Microsoft’s answer to those questions is called OneDrive. It’s your own private file storage space on the internet, and it’s built into Windows. With OneDrive, your files are available from any computer with an internet connection. You can even grab them from phones or tablets from Apple or that run Android: Microsoft offers a free OneDrive app for both operating systems.
If you change a file stored on OneDrive, that updated file is available on all your computers and devices. OneDrive automatically keeps everything in sync. You only need the following things in order to put OneDrive to work:
For some people, OneDrive offers a safe internet haven, sometimes called the cloud, where they can always find their most important files. For others, OneDrive brings another layer of complication, as well as another possible hiding place for that missing file.
The following sections explain how to access OneDrive from within Windows, as well as from a web browser on any other PC or device. They also explain how to tweak OneDrive’s many settings so it works perfectly on both desktop PCs, laptops, and small tablets with limited storage space.
Windows places a link to OneDrive in every folder’s Navigation pane, where it’s easily accessible. There, OneDrive works like any other folder but with one exception: Files and folders you place inside your OneDrive folder are also copied to your OneDrive storage space on the internet.
That can create a problem: Today’s smaller phones, tablets, and laptops don’t include much storage space. OneDrive, by contrast, can hold lots of files. Some smaller computers, usually small tablets, don’t have enough room to keep a copy of everything you’ve packed away on your desktop PC’s OneDrive folder.
To meet everybody’s needs, OneDrive can work in these three ways:
When you first click the OneDrive folder on a new PC, Windows begins the setup process, described in the steps listed below. If you’ve already set up OneDrive, but want to change its settings, skip ahead to the next section, “Changing your OneDrive settings.”
To set up OneDrive on a new PC, follow these steps:
From the taskbar, click the File Explorer icon and click the OneDrive icon in the folder’s left edge.
Since this is the first time you’ve set up OneDrive on the computer, OneDrive displays an opening screen.
If asked, sign in with your Microsoft account and password.
Only Local account holders need to sign in; Microsoft account holders already sign in when they sign into their user account. (I describe how to convert a Local account into a Microsoft account in Chapter 14.)
Local account holders can sign in with any Microsoft account. They don’t need to convert their account to a Microsoft account.

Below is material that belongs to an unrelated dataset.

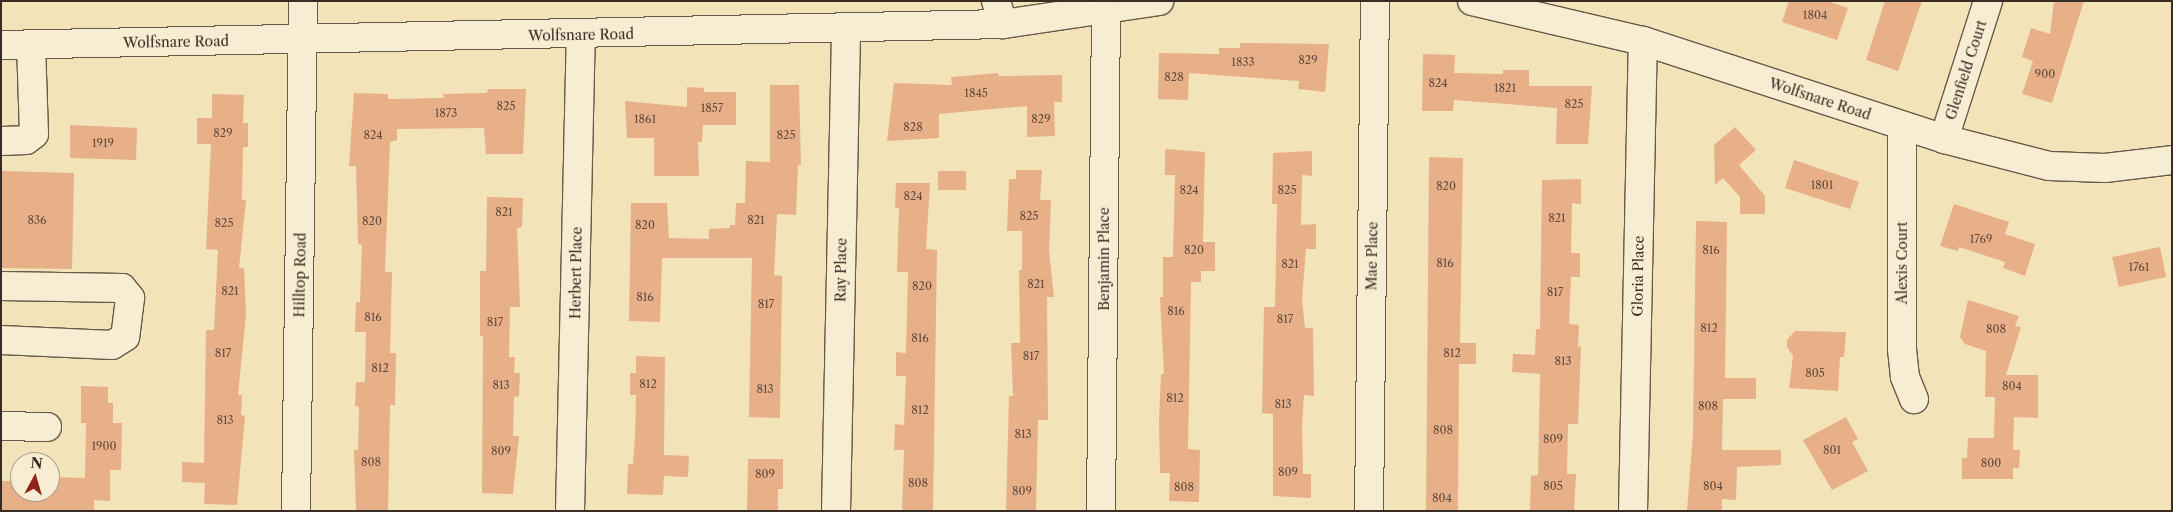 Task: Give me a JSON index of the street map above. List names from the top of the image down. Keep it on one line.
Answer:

After you enter a Microsoft account name and password, a window appears, pointing out the location of your OneDrive folder.
If you want to change where to store your OneDrive files, click the Change Location button. Otherwise, click the Next button.
If you’re using a desktop PC with plenty of storage space, just click the Next button. OneDrive will store all your OneDrive files on your C: drive, which normally has plenty of room.
Inexpensive tablets and laptops, by contrast, contain very limited storage space. To add more storage, many tablet owners buy a memory card and slide it into their tablet’s memory slot. If you’ve bought and inserted a memory card into your tiny tablet, click this window’s Change Location button and tell OneDrive to save its files on your tablet’s memory card instead of the default C: drive. (The memory card is often called the D: drive.)
If an advertisement appears, asking you to increase your storage for a monthly fee, click the words Not Now. (You can always change your mind later.)
If asked, choose which folders to sync to your PC.
OneDrive lists your existing OneDrive folders, if you have any, as shown in Figure 5-10.
Select the files and folders you’d like to keep synced between your PC and OneDrive, and click the Next button.
OneDrive gives you two options, which you can change later:
Click Next to save your changes.
OneDrive leaves you with an Open my OneDrive Folder button, which you can click to see the results of your file syncing decisions.
Feel free to sync different folders on different computers. For example, you can choose to sync only the essentials on your small tablet — perhaps just your photos. On a desktop PC with large storage, you can choose to sync everything.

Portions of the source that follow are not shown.